Если мой отказ и обидел Кеннеди, тот не подал виду — молча пожал плечами и принялся разливать виски по приземистым стаканам из толстого стекла. Первый Джонсон осушил чуть ли не залпом. Второй, возможно, постигла бы та же участь — но господин президент все-таки взял себя в руки, выдохнул, откинулся на спинку кресла — и, наконец, заговорил.
— В первую очередь я должен извиниться перед вами, князь. За то, что у меня все еще нет возможности принять вас так, как того требуют правила. За то, что с самого момента нашей встречи ваша жизнь почти все время подвергалась опасности. И уж конечно — за недоверие… Но теперь я просто обязан признать что вы, подданный российской короны, куда лучше меня осведомлены о том, что происходит в Соединенных Штатах. — Джонсон протяжно вздохнул и опустил голову. — Вы ведь знаете, что за люди пытались нас убить?
Глава 32
— Ну… если вас интересуют личности загадочных злодеев — лучше спросите господина сенатора. — Я кивнул в сторону Кеннеди. — Ему, похоже, не терпится назвать вполне конкретные имена.
— Не сомневаюсь, — вздохнул Джонсон. — И непременно спрошу, хоть порой наш друг и слишком предвзят к… впрочем, сейчас это не так важно. Меня интересует, чего на самом деле хотят эти люди, как они действуют — и как их остановить. Вам ведь уже приходилось сталкиваться с этой… организацией — верно, князь?

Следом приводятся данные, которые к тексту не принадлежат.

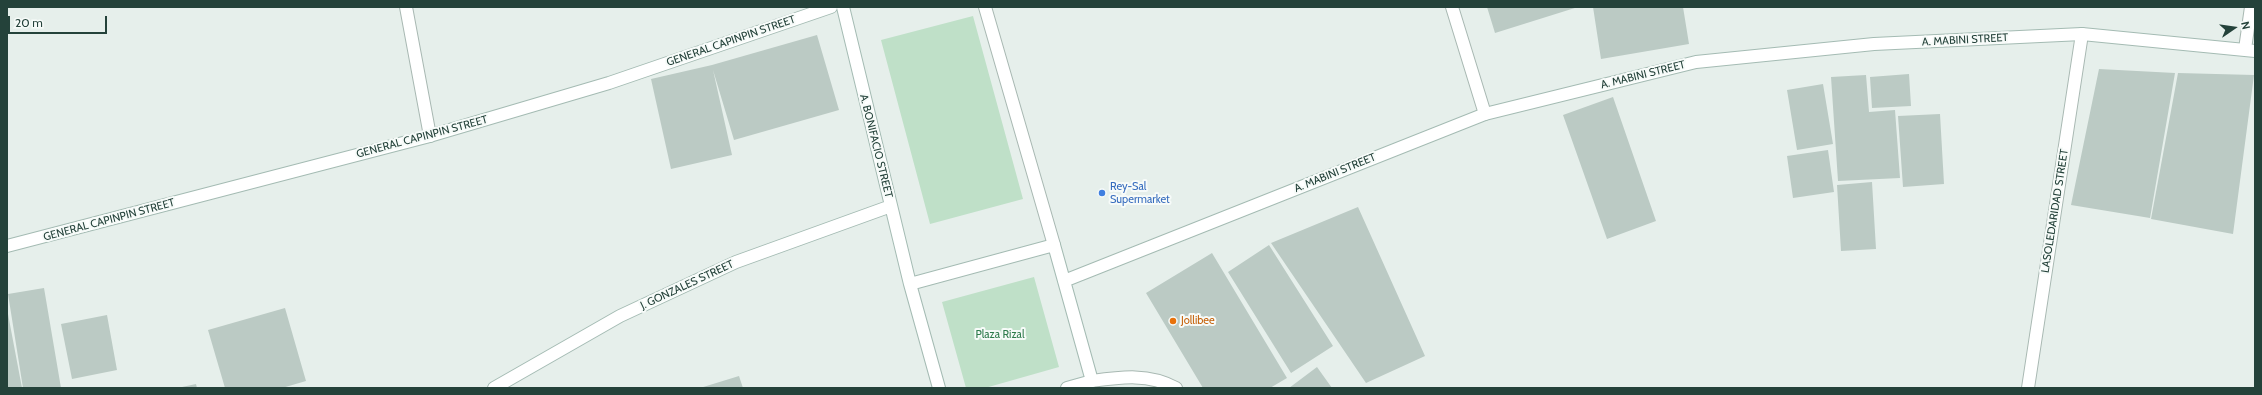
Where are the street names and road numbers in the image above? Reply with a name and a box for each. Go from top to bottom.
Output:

— Увы. — Я чуть склонил голову. — И в первую очередь вам стоит знать, что наши враги не только многочисленны, но и в высшей степени опасны. Так или иначе, сейчас они фактически управляют всей мощью германского Рейха и едва не захватили власть в Российской Империи и во Франции. Подозреваю, у них есть свои ставленники в каждой европейской державе, хоть мне о них и не известно.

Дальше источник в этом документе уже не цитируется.